---------- TASK DATA ----------
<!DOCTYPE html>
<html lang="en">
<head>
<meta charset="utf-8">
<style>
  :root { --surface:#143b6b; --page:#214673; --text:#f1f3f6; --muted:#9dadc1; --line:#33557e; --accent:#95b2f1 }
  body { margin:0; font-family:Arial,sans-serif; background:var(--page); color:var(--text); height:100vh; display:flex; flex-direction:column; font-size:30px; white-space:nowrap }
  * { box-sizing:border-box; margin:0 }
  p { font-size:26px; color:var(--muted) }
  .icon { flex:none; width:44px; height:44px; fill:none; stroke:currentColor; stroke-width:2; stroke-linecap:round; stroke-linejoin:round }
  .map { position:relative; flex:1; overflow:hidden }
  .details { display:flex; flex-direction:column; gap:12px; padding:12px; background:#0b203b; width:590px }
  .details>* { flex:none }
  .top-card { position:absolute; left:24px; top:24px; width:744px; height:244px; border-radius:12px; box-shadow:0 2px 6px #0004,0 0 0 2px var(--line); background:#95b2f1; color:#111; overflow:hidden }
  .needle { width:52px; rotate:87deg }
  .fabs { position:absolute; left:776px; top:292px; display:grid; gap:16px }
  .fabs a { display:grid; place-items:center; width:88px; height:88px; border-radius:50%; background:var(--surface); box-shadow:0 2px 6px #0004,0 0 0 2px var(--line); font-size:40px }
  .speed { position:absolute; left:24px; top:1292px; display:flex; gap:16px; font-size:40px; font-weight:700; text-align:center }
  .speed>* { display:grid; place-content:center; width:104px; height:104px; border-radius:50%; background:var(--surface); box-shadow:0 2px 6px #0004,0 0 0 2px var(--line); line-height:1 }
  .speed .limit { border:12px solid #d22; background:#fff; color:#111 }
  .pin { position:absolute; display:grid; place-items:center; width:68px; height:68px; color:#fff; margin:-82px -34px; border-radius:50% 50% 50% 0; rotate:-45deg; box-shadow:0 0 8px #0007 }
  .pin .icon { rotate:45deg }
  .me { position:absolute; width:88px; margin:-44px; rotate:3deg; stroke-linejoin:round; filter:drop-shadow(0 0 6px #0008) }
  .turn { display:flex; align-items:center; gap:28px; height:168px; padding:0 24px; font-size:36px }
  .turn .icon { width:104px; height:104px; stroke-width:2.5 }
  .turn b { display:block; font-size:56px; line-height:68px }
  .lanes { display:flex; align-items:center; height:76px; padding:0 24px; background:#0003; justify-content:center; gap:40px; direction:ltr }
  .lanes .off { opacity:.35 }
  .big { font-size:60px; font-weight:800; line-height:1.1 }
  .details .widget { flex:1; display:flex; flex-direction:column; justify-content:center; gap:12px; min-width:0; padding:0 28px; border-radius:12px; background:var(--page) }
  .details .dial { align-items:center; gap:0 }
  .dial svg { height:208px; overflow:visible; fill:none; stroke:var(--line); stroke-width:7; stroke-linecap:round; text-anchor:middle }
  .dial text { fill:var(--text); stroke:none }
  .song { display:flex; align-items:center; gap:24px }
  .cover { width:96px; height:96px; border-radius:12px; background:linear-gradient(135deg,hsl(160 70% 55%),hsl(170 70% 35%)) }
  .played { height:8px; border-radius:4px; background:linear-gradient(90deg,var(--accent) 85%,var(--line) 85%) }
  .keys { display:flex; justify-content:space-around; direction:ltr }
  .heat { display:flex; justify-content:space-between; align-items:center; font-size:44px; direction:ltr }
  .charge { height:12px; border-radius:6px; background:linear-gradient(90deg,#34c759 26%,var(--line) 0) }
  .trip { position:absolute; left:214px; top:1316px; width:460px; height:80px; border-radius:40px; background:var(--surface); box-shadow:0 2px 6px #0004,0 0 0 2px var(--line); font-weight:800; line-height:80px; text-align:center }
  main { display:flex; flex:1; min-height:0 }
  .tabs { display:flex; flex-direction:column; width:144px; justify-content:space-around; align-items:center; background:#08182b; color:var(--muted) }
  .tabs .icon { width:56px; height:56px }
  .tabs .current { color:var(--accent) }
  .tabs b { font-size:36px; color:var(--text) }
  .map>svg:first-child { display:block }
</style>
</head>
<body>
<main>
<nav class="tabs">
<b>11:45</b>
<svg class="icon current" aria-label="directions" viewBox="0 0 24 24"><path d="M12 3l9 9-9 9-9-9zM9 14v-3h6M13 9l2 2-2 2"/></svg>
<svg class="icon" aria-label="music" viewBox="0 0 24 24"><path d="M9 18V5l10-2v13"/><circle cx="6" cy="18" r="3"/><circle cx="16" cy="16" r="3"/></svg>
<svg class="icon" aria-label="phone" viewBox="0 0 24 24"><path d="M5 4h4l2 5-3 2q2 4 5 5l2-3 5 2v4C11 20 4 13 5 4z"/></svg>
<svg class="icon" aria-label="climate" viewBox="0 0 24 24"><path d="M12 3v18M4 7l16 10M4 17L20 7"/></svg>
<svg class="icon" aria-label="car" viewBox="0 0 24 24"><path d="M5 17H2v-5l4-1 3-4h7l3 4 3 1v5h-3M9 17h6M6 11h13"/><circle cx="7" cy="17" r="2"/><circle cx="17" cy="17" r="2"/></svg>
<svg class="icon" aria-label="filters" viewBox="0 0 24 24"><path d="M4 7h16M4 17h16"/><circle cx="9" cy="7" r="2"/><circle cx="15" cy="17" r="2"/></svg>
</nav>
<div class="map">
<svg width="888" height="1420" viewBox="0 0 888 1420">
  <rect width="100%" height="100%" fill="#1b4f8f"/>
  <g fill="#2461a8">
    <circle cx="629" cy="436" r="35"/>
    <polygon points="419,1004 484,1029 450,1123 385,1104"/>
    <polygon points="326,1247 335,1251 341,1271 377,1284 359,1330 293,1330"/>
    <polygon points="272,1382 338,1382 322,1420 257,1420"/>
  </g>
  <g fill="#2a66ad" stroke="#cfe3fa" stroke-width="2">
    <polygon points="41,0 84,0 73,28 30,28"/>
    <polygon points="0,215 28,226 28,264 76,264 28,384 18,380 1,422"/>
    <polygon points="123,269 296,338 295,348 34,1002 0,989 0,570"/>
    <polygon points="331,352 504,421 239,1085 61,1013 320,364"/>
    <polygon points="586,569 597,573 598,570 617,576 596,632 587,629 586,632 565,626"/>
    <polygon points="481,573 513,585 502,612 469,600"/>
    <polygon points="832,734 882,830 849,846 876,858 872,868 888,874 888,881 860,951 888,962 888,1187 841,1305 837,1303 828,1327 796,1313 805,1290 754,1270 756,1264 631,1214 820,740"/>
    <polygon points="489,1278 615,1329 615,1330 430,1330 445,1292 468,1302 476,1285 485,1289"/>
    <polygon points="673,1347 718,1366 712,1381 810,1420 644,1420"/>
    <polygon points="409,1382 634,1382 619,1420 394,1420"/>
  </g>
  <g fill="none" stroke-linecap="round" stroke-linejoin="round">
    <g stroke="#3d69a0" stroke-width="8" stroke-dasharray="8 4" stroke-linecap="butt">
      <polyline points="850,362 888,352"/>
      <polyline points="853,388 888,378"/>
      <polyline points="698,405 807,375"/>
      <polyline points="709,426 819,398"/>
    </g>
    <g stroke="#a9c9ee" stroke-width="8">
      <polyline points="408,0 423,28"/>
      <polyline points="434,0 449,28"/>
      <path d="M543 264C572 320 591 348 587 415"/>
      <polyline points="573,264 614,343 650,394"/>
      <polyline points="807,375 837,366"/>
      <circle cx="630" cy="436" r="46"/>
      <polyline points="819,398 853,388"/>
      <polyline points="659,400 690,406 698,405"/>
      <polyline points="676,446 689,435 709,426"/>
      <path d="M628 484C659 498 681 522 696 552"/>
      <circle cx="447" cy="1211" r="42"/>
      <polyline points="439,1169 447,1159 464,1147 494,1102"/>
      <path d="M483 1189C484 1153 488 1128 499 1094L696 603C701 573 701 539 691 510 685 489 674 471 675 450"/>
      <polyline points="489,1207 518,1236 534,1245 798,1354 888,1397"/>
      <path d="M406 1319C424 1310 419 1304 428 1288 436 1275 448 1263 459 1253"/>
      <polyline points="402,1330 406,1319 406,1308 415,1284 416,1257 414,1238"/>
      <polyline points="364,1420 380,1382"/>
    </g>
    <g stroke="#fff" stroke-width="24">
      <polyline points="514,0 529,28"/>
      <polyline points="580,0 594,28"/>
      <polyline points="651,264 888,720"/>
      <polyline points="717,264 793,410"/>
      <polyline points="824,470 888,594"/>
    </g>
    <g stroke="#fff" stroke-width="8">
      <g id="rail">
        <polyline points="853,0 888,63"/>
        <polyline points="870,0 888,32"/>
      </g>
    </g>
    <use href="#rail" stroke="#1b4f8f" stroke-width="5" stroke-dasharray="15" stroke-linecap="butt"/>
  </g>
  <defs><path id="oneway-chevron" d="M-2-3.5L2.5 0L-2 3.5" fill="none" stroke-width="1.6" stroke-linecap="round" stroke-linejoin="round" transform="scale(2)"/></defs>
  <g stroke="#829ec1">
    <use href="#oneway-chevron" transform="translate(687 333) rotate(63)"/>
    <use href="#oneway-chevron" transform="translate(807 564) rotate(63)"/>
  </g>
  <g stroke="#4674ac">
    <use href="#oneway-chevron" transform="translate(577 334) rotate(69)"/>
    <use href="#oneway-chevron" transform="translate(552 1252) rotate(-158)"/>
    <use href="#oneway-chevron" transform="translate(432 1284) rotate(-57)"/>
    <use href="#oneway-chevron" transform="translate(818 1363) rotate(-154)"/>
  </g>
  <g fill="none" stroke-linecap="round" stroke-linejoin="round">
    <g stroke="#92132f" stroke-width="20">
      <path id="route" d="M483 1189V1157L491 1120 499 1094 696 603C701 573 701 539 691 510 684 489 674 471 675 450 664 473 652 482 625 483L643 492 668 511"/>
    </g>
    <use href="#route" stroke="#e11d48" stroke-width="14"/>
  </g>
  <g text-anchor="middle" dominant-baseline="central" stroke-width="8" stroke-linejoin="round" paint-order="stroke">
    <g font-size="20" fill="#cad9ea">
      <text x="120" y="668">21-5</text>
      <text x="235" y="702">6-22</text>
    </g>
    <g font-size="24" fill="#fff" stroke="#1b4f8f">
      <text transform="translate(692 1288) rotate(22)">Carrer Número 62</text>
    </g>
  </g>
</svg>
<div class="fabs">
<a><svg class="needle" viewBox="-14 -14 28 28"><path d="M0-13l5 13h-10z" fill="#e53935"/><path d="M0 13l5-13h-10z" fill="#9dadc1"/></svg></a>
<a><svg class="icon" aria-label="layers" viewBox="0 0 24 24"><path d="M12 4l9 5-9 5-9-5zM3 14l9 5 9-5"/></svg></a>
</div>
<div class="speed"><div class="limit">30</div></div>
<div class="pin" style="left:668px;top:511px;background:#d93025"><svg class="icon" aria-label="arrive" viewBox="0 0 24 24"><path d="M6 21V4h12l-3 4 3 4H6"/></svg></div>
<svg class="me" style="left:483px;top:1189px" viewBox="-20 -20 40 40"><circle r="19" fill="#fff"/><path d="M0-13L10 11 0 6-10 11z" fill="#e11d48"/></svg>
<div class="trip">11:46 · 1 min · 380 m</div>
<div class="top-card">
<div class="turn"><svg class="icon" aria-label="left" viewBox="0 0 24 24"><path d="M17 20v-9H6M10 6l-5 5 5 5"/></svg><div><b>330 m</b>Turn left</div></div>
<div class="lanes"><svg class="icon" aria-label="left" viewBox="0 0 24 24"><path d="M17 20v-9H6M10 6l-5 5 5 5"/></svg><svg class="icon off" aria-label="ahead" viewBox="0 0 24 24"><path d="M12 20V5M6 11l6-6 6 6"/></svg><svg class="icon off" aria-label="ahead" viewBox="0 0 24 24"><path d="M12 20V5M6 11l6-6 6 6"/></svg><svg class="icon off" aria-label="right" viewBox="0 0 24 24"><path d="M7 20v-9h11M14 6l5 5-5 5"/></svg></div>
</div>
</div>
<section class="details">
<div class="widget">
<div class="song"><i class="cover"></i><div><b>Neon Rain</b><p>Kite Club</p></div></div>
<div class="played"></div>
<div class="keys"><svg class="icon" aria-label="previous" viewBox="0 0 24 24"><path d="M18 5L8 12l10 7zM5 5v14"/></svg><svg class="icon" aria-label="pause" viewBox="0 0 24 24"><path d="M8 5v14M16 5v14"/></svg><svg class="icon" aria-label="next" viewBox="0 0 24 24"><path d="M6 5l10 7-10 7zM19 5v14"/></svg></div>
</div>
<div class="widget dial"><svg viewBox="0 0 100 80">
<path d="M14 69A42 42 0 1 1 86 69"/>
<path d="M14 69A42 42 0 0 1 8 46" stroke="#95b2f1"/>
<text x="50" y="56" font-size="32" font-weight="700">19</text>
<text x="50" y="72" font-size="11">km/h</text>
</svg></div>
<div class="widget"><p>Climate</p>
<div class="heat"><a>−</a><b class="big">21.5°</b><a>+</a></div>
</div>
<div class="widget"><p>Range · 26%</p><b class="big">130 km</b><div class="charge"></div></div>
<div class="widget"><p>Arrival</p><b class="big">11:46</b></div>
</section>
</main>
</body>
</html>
----------
### TASK DIRECTIONS
The required output is the set of lines from the first line of the data through the line that contains "display:flex; align-items:center; gap:28px;", transcribed exactly.

### RESULT OF THIS TASK
<!DOCTYPE html>
<html lang="en">
<head>
<meta charset="utf-8">
<style>
  :root { --surface:#143b6b; --page:#214673; --text:#f1f3f6; --muted:#9dadc1; --line:#33557e; --accent:#95b2f1 }
  body { margin:0; font-family:Arial,sans-serif; background:var(--page); color:var(--text); height:100vh; display:flex; flex-direction:column; font-size:30px; white-space:nowrap }
  * { box-sizing:border-box; margin:0 }
  p { font-size:26px; color:var(--muted) }
  .icon { flex:none; width:44px; height:44px; fill:none; stroke:currentColor; stroke-width:2; stroke-linecap:round; stroke-linejoin:round }
  .map { position:relative; flex:1; overflow:hidden }
  .details { display:flex; flex-direction:column; gap:12px; padding:12px; background:#0b203b; width:590px }
  .details>* { flex:none }
  .top-card { position:absolute; left:24px; top:24px; width:744px; height:244px; border-radius:12px; box-shadow:0 2px 6px #0004,0 0 0 2px var(--line); background:#95b2f1; color:#111; overflow:hidden }
  .needle { width:52px; rotate:87deg }
  .fabs { position:absolute; left:776px; top:292px; display:grid; gap:16px }
  .fabs a { display:grid; place-items:center; width:88px; height:88px; border-radius:50%; background:var(--surface); box-shadow:0 2px 6px #0004,0 0 0 2px var(--line); font-size:40px }
  .speed { position:absolute; left:24px; top:1292px; display:flex; gap:16px; font-size:40px; font-weight:700; text-align:center }
  .speed>* { display:grid; place-content:center; width:104px; height:104px; border-radius:50%; background:var(--surface); box-shadow:0 2px 6px #0004,0 0 0 2px var(--line); line-height:1 }
  .speed .limit { border:12px solid #d22; background:#fff; color:#111 }
  .pin { position:absolute; display:grid; place-items:center; width:68px; height:68px; color:#fff; margin:-82px -34px; border-radius:50% 50% 50% 0; rotate:-45deg; box-shadow:0 0 8px #0007 }
  .pin .icon { rotate:45deg }
  .me { position:absolute; width:88px; margin:-44px; rotate:3deg; stroke-linejoin:round; filter:drop-shadow(0 0 6px #0008) }
  .turn { display:flex; align-items:center; gap:28px; height:168px; padding:0 24px; font-size:36px }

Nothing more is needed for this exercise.